[Source data]

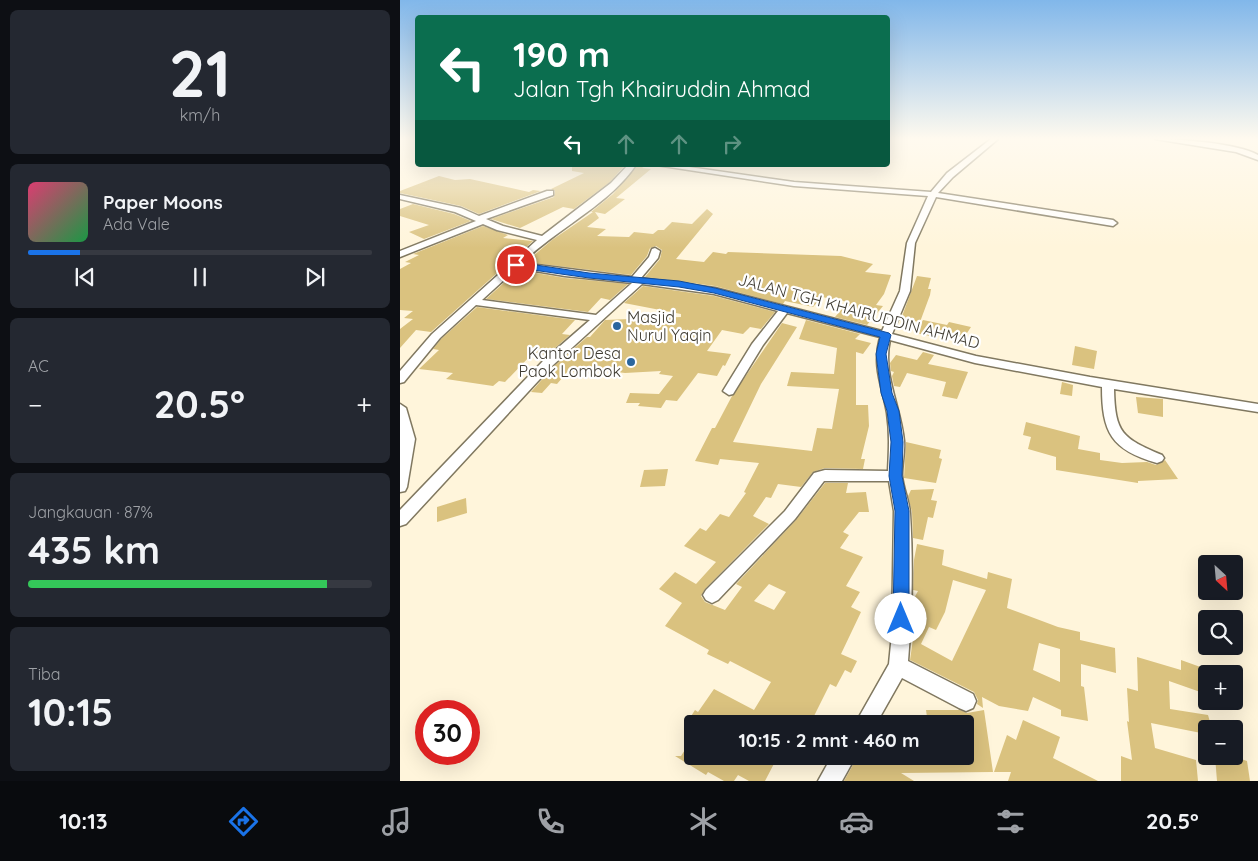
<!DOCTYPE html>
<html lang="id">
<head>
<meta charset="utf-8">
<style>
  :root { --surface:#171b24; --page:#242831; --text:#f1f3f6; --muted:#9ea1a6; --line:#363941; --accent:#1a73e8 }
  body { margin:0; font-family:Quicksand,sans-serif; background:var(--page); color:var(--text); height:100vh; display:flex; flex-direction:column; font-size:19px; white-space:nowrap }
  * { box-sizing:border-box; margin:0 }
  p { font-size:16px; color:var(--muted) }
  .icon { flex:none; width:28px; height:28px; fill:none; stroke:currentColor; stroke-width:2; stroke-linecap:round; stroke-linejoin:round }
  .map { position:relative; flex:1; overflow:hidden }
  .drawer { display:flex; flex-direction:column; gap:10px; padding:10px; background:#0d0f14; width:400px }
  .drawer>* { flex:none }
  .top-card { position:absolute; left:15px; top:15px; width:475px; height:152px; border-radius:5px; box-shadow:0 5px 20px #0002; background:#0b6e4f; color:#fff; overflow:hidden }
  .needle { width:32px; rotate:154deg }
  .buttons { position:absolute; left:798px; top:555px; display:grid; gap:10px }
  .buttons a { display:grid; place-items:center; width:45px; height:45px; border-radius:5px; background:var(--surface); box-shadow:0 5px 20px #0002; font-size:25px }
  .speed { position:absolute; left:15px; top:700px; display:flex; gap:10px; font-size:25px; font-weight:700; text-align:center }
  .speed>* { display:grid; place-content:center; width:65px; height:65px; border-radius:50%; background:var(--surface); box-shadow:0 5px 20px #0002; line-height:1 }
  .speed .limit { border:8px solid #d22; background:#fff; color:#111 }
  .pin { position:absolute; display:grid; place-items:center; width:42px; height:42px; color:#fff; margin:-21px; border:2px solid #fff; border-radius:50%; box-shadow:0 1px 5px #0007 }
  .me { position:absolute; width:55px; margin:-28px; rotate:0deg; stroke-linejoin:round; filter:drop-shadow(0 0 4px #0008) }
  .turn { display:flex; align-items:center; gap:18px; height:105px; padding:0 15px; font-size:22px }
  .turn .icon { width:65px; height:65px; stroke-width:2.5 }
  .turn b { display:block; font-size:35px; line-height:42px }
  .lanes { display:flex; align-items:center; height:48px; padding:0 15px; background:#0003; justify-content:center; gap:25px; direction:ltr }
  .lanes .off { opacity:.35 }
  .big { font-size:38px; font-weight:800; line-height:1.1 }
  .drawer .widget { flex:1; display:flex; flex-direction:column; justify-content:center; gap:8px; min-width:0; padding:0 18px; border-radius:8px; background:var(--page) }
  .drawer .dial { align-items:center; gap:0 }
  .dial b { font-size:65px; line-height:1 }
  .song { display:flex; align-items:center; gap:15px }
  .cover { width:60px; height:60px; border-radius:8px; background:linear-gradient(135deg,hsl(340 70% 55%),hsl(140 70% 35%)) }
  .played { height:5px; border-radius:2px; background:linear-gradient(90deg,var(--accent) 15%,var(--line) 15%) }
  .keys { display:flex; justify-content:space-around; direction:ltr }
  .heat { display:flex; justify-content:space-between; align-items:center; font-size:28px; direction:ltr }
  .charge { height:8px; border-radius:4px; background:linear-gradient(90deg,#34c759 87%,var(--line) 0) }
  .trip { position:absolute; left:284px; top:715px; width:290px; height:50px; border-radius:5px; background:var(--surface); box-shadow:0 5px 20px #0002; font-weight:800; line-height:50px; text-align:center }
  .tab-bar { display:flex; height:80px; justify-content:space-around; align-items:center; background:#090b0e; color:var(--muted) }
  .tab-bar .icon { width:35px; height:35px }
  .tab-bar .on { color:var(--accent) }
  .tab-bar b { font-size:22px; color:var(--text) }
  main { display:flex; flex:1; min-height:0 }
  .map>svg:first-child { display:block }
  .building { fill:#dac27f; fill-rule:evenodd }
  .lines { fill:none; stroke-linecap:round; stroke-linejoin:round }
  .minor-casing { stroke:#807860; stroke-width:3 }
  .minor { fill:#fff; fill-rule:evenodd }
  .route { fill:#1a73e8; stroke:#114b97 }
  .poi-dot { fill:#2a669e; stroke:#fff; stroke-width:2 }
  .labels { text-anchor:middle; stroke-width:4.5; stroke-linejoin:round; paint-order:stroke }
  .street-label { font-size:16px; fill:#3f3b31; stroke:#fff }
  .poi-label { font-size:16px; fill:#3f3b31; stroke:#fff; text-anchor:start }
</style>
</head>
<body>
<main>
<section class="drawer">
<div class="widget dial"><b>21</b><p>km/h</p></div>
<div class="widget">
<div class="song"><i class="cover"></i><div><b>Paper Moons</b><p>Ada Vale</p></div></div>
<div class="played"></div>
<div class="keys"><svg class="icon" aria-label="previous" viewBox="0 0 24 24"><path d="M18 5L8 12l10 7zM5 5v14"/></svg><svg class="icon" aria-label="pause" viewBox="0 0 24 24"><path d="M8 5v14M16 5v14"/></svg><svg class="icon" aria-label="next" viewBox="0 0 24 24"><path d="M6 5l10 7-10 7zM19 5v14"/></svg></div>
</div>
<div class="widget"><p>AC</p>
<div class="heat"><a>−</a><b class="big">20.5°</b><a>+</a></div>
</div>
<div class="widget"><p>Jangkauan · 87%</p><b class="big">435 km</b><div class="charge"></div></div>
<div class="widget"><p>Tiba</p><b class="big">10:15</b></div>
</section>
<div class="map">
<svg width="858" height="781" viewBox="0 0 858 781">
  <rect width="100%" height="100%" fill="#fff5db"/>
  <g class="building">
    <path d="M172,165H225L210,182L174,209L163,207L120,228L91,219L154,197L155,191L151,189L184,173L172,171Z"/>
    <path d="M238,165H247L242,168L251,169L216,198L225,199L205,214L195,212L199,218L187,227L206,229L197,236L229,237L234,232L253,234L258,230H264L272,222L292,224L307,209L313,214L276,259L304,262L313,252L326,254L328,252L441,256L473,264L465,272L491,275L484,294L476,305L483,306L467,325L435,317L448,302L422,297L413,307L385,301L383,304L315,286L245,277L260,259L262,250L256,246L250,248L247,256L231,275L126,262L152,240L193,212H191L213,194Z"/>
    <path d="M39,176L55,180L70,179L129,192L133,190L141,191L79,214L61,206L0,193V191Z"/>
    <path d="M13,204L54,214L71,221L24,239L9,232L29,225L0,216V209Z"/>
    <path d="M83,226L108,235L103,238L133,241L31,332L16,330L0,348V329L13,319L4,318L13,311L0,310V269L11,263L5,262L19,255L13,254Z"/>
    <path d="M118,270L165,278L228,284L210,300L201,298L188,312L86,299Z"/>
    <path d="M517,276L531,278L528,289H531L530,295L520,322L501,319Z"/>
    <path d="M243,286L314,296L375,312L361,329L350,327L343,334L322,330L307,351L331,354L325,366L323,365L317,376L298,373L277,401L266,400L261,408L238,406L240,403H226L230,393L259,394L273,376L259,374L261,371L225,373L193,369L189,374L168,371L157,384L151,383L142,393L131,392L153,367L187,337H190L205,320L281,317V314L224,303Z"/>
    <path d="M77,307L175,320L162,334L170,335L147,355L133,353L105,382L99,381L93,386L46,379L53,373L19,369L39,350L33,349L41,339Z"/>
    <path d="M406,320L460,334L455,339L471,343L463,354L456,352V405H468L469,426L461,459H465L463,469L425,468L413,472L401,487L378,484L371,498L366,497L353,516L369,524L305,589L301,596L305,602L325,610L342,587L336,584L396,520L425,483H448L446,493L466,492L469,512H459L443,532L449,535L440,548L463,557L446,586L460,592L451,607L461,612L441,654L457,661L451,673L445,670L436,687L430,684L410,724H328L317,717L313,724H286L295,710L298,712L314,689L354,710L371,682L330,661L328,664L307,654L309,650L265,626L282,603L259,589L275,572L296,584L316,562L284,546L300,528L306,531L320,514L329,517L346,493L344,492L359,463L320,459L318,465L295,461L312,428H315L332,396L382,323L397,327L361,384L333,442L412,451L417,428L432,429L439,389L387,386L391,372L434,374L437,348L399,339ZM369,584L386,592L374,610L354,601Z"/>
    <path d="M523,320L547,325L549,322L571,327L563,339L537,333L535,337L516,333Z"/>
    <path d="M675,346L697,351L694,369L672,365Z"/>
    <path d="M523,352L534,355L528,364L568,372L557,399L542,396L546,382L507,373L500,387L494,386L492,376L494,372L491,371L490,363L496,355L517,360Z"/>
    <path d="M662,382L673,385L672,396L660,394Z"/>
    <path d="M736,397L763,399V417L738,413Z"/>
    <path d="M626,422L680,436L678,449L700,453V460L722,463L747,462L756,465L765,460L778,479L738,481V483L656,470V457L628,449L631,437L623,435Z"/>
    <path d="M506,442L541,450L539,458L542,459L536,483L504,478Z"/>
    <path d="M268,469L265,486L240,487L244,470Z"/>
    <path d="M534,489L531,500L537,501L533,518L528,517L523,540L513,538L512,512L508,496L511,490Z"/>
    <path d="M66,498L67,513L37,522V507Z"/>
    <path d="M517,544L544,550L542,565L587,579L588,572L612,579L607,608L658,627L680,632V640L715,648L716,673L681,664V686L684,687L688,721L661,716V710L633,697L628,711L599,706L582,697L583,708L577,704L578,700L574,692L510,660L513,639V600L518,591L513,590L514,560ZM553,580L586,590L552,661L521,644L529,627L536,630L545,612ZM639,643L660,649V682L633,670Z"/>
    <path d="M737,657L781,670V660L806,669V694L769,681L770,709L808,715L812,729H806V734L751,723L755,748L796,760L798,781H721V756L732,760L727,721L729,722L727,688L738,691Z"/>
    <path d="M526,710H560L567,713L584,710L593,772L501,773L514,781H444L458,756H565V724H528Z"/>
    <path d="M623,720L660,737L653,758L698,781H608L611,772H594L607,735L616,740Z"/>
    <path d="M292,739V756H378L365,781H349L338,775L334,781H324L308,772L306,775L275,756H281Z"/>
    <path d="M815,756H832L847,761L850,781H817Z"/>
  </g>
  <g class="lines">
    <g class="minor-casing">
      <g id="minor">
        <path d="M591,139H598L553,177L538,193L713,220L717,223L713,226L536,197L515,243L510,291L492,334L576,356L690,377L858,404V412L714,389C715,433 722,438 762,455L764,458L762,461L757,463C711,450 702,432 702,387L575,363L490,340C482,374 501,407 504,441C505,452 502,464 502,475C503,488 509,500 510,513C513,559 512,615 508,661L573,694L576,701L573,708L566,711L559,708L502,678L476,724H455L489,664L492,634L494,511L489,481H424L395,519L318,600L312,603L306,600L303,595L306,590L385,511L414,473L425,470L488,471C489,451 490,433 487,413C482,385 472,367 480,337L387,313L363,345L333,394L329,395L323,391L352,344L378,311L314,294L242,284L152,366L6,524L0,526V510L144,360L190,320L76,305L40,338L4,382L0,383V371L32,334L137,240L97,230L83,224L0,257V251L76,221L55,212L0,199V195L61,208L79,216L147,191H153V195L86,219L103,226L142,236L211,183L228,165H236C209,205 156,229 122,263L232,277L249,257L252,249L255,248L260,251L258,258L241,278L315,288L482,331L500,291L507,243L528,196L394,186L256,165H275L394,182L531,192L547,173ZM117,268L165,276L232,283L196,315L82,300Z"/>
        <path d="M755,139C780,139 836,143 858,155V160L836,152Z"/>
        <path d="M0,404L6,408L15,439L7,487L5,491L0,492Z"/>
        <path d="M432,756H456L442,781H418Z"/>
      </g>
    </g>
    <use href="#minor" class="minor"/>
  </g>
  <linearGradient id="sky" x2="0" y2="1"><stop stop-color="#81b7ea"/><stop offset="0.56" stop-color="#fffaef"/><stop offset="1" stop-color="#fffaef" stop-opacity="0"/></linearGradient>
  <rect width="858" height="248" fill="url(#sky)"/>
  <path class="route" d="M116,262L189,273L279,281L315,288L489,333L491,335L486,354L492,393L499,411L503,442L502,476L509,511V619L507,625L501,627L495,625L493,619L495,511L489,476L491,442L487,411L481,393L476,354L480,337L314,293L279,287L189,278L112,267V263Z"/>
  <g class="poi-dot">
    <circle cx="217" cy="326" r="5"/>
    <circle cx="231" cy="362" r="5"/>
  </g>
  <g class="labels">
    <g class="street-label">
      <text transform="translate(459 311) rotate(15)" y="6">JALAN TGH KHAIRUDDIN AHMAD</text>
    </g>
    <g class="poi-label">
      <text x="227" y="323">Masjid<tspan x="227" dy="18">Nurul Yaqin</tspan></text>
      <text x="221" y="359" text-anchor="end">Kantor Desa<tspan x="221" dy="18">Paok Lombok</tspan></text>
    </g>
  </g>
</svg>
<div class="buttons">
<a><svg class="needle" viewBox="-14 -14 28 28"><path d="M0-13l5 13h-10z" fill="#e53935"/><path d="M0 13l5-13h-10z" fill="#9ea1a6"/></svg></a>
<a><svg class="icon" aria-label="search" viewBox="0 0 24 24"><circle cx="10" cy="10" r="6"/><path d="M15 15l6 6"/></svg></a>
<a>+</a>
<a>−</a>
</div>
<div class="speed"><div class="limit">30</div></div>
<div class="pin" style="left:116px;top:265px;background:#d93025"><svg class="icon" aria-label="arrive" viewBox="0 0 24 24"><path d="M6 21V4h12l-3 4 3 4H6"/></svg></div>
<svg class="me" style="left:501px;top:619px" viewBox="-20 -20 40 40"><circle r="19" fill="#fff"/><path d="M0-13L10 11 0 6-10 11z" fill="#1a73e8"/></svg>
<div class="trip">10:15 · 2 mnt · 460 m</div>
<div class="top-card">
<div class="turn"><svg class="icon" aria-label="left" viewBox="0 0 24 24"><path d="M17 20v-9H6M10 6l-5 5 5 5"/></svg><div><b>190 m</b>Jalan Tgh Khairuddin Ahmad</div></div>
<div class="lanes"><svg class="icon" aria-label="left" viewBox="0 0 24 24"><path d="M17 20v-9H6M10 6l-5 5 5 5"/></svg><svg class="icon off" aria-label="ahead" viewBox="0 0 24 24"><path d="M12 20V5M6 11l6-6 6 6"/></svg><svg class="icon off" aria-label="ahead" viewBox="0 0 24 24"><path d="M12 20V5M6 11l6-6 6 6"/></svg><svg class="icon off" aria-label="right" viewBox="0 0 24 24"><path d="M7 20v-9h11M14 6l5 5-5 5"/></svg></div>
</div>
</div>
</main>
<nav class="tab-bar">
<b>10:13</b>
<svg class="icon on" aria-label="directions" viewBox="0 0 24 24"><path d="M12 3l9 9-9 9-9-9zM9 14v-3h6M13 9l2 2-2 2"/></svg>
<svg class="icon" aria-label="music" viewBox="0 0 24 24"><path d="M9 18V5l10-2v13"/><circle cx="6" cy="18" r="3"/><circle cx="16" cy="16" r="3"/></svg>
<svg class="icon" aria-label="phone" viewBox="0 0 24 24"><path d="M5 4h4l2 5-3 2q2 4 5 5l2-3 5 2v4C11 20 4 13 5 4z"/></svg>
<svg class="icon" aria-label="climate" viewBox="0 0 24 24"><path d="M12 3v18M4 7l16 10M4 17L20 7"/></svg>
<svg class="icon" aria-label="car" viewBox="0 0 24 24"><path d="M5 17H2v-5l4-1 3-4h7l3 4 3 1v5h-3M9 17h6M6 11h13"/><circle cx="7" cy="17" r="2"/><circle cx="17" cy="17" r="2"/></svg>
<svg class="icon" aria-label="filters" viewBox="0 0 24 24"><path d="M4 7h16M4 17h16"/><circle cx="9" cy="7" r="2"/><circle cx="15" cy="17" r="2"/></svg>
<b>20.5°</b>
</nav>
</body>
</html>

* Assignment *
Lines from the entries that contain the string "linejoin" must be found and copied.

* Result of the exercise *
  .icon { flex:none; width:28px; height:28px; fill:none; stroke:currentColor; stroke-width:2; stroke-linecap:round; stroke-linejoin:round }
  .me { position:absolute; width:55px; margin:-28px; rotate:0deg; stroke-linejoin:round; filter:drop-shadow(0 0 4px #0008) }
  .lines { fill:none; stroke-linecap:round; stroke-linejoin:round }
  .labels { text-anchor:middle; stroke-width:4.5; stroke-linejoin:round; paint-order:stroke }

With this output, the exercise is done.